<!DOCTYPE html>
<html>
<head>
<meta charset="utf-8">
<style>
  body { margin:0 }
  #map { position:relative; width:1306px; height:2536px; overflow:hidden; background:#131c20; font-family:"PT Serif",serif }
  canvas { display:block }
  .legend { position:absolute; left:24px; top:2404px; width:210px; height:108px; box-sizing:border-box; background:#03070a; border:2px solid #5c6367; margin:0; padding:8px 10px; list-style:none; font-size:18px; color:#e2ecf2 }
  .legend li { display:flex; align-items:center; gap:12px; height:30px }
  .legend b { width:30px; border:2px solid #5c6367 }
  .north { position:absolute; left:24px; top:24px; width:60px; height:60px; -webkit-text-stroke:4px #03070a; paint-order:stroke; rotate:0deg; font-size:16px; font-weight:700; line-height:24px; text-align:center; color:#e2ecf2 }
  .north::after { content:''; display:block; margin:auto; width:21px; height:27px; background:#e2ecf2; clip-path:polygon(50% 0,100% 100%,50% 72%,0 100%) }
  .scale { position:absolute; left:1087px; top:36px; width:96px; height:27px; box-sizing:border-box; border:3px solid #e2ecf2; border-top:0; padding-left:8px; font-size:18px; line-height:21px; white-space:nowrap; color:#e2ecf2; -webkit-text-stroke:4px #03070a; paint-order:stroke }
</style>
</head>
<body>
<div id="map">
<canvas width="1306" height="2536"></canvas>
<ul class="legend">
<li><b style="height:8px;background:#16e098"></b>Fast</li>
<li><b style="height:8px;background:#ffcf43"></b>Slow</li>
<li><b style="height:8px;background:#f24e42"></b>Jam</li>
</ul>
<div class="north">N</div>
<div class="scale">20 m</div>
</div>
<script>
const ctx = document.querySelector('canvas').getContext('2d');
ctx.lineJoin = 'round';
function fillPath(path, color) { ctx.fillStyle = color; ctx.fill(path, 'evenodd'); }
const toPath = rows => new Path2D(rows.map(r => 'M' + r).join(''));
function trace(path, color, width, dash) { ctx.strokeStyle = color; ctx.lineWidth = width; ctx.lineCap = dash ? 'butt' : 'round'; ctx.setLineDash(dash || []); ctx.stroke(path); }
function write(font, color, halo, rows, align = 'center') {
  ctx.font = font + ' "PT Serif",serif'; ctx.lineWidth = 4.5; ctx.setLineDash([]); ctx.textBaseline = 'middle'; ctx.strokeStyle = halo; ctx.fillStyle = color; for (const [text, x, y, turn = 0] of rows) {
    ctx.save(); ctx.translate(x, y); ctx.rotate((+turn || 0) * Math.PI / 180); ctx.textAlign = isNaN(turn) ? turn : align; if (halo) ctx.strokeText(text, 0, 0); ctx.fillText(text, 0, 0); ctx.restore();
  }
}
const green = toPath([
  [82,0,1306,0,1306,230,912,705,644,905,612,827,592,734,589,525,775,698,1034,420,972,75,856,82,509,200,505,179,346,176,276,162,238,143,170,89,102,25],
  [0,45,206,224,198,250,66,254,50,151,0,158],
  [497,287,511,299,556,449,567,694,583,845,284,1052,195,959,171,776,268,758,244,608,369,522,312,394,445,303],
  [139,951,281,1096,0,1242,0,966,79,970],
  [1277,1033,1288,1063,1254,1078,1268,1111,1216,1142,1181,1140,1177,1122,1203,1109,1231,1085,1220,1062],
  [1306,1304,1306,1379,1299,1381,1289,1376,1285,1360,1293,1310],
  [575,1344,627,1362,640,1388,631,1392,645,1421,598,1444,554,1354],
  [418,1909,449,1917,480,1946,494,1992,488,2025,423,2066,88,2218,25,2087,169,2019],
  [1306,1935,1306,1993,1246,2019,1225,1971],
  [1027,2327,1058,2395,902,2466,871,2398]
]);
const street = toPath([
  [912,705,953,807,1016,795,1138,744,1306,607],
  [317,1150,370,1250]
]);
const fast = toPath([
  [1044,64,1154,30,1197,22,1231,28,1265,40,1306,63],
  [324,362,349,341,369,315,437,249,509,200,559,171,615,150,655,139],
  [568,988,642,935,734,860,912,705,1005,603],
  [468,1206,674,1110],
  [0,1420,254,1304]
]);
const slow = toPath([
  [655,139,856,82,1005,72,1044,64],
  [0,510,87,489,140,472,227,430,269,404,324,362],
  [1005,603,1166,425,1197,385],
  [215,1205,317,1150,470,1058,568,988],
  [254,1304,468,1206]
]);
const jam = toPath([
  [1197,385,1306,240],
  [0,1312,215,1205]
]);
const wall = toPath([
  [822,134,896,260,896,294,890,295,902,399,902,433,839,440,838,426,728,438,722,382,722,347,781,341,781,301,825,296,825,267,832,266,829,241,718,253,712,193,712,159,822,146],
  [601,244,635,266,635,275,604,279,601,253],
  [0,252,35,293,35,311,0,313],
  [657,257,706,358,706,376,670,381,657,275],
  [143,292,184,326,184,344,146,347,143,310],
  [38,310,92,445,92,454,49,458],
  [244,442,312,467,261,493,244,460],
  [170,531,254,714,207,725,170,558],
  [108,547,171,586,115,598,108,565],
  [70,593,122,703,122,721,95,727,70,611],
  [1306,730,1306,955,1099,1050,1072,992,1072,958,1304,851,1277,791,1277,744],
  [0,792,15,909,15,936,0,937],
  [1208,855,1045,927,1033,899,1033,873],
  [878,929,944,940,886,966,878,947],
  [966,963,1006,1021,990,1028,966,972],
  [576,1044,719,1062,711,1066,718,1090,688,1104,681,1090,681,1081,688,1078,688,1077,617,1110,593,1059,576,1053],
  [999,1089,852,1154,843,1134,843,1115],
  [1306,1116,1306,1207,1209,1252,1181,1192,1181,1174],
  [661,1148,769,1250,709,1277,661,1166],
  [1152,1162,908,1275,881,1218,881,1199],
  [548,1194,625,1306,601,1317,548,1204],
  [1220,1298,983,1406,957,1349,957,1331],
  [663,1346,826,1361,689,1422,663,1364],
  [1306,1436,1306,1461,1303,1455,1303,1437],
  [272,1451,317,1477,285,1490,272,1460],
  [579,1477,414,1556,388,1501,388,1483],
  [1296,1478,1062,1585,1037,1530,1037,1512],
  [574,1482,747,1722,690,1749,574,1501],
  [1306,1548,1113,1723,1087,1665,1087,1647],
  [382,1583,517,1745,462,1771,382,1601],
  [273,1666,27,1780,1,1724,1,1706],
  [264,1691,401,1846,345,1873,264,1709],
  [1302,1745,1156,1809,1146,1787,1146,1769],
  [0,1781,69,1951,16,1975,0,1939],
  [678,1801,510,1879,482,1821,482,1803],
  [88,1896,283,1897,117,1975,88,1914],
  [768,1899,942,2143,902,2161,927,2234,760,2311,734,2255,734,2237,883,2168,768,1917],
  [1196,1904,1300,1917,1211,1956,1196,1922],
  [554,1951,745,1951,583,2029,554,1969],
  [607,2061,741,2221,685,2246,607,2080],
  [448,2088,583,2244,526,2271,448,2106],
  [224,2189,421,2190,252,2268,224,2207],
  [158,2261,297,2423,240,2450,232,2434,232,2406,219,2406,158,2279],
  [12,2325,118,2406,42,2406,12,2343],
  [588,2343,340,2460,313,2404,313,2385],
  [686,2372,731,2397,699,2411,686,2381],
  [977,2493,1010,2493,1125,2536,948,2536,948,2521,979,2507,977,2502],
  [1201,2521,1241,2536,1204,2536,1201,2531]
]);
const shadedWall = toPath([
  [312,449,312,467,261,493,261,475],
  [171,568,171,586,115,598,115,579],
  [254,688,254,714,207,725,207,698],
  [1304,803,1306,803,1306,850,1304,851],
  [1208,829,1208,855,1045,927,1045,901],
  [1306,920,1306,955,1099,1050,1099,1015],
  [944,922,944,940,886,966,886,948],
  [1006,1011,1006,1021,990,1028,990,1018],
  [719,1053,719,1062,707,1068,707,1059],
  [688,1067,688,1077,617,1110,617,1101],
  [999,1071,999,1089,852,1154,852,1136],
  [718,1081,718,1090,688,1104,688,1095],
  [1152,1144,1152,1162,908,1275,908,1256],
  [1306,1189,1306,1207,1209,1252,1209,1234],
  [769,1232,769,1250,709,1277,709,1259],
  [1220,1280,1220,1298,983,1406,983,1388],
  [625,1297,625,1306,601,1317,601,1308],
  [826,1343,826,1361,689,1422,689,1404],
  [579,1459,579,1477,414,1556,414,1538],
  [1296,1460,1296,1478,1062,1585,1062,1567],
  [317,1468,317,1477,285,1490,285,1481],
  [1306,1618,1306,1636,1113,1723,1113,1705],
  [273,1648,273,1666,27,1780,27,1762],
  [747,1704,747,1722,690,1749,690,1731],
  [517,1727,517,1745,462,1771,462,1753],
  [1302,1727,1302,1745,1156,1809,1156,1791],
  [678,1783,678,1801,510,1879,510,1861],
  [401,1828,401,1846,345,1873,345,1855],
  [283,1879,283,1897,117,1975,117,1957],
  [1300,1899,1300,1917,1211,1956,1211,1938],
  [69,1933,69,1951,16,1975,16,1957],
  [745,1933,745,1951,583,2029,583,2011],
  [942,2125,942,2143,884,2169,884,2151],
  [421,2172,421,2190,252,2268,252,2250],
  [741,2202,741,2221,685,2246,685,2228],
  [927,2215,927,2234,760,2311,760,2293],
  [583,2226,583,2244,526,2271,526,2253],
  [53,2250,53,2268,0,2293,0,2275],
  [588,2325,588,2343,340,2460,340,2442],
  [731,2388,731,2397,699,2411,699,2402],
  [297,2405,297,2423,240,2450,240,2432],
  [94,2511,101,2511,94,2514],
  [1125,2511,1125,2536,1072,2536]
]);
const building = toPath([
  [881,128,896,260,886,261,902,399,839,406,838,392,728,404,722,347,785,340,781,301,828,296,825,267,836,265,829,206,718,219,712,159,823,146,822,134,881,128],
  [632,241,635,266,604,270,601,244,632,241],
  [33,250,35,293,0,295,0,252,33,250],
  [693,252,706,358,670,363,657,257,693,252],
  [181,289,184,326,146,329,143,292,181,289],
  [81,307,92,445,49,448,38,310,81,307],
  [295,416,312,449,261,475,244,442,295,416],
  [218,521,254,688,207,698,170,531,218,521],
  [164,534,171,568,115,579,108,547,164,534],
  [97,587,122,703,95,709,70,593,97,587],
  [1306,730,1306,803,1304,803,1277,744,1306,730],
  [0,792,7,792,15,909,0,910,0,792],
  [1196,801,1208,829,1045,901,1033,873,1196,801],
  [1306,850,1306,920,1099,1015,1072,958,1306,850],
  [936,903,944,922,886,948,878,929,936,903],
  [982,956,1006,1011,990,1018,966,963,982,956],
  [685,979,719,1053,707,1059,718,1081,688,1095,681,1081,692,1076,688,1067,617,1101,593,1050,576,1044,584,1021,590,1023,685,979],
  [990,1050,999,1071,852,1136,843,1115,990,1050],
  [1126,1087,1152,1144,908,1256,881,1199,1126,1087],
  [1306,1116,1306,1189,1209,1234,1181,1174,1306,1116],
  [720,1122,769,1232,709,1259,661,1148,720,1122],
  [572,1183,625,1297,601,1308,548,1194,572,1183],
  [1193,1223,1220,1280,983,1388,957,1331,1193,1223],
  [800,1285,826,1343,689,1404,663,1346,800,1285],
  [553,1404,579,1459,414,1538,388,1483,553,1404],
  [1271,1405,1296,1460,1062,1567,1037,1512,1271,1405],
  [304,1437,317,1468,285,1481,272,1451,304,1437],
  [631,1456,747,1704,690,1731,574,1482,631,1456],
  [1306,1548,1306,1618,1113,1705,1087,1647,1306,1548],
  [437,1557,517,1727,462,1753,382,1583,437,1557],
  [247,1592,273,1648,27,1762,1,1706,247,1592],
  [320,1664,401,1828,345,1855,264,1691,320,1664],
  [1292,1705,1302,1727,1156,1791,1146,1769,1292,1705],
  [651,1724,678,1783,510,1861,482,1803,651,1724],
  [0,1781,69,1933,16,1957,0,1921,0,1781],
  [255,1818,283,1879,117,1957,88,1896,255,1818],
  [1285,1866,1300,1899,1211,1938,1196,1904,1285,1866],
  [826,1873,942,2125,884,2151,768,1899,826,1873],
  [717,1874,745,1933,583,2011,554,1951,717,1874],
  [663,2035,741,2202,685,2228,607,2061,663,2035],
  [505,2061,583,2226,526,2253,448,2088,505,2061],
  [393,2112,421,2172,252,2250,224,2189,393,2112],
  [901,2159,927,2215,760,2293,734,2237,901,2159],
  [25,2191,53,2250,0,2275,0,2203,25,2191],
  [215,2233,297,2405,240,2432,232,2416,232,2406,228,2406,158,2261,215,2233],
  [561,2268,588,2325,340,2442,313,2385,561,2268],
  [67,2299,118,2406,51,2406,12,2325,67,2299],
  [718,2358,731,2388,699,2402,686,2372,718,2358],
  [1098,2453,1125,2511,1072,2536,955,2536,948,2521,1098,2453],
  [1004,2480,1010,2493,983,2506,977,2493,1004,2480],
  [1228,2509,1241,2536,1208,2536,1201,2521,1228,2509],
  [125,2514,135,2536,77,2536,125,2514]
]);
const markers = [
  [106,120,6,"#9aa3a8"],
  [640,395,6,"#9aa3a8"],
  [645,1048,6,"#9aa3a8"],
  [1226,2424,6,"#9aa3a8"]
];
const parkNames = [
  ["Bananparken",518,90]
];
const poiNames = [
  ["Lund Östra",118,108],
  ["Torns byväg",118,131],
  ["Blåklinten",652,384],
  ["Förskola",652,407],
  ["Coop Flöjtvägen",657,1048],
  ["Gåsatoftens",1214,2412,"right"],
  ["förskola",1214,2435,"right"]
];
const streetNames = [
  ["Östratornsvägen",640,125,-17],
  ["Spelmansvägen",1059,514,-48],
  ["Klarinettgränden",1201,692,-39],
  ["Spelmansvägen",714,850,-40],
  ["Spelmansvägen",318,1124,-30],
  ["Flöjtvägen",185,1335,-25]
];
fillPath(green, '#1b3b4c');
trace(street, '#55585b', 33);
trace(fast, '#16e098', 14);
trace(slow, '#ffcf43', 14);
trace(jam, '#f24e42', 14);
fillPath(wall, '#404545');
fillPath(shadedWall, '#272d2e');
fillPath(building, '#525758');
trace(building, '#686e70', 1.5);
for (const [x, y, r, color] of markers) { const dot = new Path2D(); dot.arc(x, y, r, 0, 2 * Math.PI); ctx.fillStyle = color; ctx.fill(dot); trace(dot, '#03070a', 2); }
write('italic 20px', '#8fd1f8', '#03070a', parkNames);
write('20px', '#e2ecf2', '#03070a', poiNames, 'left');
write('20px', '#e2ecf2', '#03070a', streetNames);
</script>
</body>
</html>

****************

- **About this exercise**:
Search the material for the string "setLineDash" and return each line that has it.

- **Result of this task**:
function trace(path, color, width, dash) { ctx.strokeStyle = color; ctx.lineWidth = width; ctx.lineCap = dash ? 'butt' : 'round'; ctx.setLineDash(dash || []); ctx.stroke(path); }
  ctx.font = font + ' "PT Serif",serif'; ctx.lineWidth = 4.5; ctx.setLineDash([]); ctx.textBaseline = 'middle'; ctx.strokeStyle = halo; ctx.fillStyle = color; for (const [text, x, y, turn = 0] of rows) {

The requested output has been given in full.